__Exercise directions__: Among the records below, one line contains "Build a gazetteer for the page"; copy that line and all that follow it, exactly as written.

__Listed records__:
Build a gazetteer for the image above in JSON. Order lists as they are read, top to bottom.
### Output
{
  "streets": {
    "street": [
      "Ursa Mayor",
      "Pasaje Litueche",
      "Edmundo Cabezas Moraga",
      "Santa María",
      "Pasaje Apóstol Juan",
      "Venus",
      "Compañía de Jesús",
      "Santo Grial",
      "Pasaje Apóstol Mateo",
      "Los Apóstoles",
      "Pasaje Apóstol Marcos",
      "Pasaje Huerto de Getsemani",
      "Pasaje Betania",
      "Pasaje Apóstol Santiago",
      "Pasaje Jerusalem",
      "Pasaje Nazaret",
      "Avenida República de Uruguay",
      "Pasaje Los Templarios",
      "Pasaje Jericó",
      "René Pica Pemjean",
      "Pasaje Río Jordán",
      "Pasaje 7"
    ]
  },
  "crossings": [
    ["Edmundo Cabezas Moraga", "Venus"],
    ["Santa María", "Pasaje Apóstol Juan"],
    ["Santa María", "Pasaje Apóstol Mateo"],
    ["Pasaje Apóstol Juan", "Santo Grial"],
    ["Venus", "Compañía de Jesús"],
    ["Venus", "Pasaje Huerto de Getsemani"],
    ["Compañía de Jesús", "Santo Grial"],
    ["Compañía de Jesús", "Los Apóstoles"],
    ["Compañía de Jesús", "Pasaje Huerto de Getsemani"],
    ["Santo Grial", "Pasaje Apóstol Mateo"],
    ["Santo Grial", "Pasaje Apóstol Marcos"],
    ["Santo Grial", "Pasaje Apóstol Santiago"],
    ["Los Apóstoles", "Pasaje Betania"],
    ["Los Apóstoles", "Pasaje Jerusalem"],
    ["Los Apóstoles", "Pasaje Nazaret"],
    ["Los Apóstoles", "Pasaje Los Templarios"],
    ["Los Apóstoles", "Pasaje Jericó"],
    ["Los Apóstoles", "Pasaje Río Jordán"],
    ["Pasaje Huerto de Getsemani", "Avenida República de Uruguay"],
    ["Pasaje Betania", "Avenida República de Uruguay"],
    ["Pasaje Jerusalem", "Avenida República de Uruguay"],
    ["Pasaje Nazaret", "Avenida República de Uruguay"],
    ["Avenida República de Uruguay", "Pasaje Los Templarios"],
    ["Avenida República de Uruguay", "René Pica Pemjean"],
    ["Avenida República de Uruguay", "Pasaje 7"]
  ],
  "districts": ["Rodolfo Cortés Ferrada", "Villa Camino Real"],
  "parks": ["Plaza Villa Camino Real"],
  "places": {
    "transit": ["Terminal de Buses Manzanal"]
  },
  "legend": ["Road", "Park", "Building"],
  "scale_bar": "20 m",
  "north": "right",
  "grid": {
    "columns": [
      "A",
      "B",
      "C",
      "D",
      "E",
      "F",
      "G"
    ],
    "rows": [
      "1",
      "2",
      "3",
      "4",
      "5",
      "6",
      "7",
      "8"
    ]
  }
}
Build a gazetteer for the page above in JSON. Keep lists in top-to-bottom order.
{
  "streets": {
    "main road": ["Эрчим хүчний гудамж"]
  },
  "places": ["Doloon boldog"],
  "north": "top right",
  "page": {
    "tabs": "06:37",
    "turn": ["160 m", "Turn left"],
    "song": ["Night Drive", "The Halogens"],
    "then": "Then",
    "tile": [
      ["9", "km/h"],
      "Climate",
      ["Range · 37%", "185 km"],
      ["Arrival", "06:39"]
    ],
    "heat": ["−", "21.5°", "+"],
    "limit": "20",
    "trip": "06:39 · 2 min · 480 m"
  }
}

__Answer to this problem__:
Build a gazetteer for the page above in JSON. Keep lists in top-to-bottom order.
{
  "streets": {
    "main road": ["Эрчим хүчний гудамж"]
  },
  "places": ["Doloon boldog"],
  "north": "top right",
  "page": {
    "tabs": "06:37",
    "turn": ["160 m", "Turn left"],
    "song": ["Night Drive", "The Halogens"],
    "then": "Then",
    "tile": [
      ["9", "km/h"],
      "Climate",
      ["Range · 37%", "185 km"],
      ["Arrival", "06:39"]
    ],
    "heat": ["−", "21.5°", "+"],
    "limit": "20",
    "trip": "06:39 · 2 min · 480 m"
  }
}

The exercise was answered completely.